Os formadores de opinião da grande imprensa e os economistas que vivem a soldo dos banqueiros não ficaram quietos. Aliás, deve ser enfatizado, nem se poderia esperar que ficassem em silêncio, ou que defendessem a iniciativa da presidenta. Isso seria uma heresia contra as suas crenças , que apenas justificam a "lógica perversa" das instituições financeiras na cobrança exorbitante de taxas extorsivas de juros e da remuneração dos serviços.
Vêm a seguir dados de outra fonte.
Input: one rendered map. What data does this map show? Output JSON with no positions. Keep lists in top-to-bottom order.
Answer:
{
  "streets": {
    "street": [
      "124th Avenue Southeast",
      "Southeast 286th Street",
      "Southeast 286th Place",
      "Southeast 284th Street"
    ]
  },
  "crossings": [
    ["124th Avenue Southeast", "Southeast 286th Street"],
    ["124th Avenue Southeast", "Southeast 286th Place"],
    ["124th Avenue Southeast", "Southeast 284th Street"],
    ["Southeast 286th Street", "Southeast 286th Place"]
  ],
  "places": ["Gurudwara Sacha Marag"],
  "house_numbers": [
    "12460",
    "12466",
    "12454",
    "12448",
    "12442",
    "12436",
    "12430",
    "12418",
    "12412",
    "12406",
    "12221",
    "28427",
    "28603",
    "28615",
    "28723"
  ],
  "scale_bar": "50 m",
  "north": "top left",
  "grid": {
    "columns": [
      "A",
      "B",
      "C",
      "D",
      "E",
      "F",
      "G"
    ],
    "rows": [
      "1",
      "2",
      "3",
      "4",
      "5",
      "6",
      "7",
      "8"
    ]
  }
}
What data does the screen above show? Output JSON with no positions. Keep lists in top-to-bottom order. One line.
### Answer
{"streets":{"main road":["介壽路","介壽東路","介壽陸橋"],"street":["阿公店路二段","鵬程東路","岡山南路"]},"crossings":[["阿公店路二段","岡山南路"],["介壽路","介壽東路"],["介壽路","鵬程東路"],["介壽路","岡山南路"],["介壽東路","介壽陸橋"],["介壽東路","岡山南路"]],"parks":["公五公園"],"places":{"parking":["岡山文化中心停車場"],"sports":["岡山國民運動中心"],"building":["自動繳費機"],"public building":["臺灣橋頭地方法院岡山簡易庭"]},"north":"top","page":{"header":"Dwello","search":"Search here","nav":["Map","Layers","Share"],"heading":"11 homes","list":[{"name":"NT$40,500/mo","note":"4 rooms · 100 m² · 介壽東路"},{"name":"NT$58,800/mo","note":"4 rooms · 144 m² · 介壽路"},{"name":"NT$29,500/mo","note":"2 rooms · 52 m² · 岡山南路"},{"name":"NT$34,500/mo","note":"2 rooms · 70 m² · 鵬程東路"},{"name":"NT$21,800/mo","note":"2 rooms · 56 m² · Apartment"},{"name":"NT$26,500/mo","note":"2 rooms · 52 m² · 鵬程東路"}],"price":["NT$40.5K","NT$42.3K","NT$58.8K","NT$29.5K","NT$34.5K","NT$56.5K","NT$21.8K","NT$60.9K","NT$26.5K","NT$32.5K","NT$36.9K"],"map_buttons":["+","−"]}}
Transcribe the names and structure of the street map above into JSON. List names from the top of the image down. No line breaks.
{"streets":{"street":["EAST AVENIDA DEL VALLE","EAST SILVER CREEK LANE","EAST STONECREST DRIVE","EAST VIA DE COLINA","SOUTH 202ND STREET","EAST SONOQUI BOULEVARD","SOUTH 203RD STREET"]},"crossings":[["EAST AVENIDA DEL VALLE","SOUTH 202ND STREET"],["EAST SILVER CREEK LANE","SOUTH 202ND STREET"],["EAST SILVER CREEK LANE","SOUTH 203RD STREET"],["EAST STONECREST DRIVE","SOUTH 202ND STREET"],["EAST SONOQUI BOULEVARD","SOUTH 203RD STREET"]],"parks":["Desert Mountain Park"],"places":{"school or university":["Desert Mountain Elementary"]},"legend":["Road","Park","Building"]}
Cito alguns deles, para que saibamos a quantas andamos no tocante a esses farsantes que ocupam as colunas dos grandes jornais e da mídia em geral. Fernando Rodrigues, da Folha de São Paulo, no dia 02/05/2012, p. A2, diz, sem maior cerimônia, que Dilma Rousseff "elevou a um patamar de beligerância inaudita a disputa entre o Planalto e o setor financeiro. Uma coisa era defender os juros. Outra, bem diferente, é dizer em rede nacional de rádio e TV que os bancos seguem uma 'lógica perversa'." E acrescenta, como se tivesse a fazer humor negro na defesa do setor financeiro: "Em suma, na hora da novela." Na concepção desse colunista, a presidenta não pode fazer cobranças públicas; há que se conformar à "lógica perversa" do idolatrado sistema financeiro. Já Celso Ming, que escreve para o jornal O Estado de São Paulo, também em 02/05/2012, embora admita que os juros praticados pelas operadoras dos cartões de crédito sejam escorchantes, sustenta que "a presidente (sic) Dilma começou uma queda de braço, mas isso é pouco". Em seguida, acentua, quase a desdizer o que dissera: "Não é apenas com retórica que se chega lá." Evidente que não é apenas com retórica que se extirpa essa prática capitalista cruel, tanto que as regras sobre a poupança sofreu, mediante edição de medida provisória, alteração, que beneficia o poupador e o mercado de consumo de crédito como um todo.
Merval Pereira, do Globo, em matéria longa e cansativa, de 02/05/2012, p. 4, como sempre se manifestando depreciativamente contra o governo, afirma que a posição da presidenta Dilma "sinaliza uma perigosa tendência de seu governo de se apoiar nas altas taxas de popularidade para pressionar setores da economia (ele quer dizer do sistema financeiro) que não se enquadrem nas suas orientações". Merval, de forma perniciosa, não vê nenhum mérito nas orientações econômicas e de políticas públicas (de governo). Justifica a sua opinião apenas pelo que denomina de viés populista. Ou seja: Dilma, na luta para baixar os juros, que são extremamente excessivos, está em busca de popularidade. Assim, se essa postura é boa para o governo, ótimo. Se vier dar certo ou não, pouco interessa. O importante é alavancar a popularidade. Acreditar nesse argumento é colocar na testa o rótulo de imbecil. Os formadores de opinião pensam que todos nós somos imbecis. Felizmente, há os não pensam assim. Vladimir Safatle, que escreve na Folha de São Paulo e na CartaCapital, manifesta a sua posição em artigo publicado na Folha (8/5/2012), onde reverbera o seu apoio à iniciativa de Dilma, sintetizada neste parágrafo: "Há algo de cômico em ver adeptos do livre mercado e da concorrência procurando argumentos para defender uma banca de oligopólio especializada em espoliar os brasileiros com 'spreads' capazes de deixar qualquer banco mundial corado de vergonha." Talvez Safatle não esteja a dizer verdade absoluta. Mas, como diz Machado de Assis, "a verdade é essa, sem ser bem essa". Quem sabe, indo além da concepção do Bruxo, a verdade é mais cruel que essa verdade. O lucro bimestral dos bancos desafia o ganho de qualquer indústria, a qual tem a força de empregar milhares de brasileiros. Os bancos nem para isso se prestam.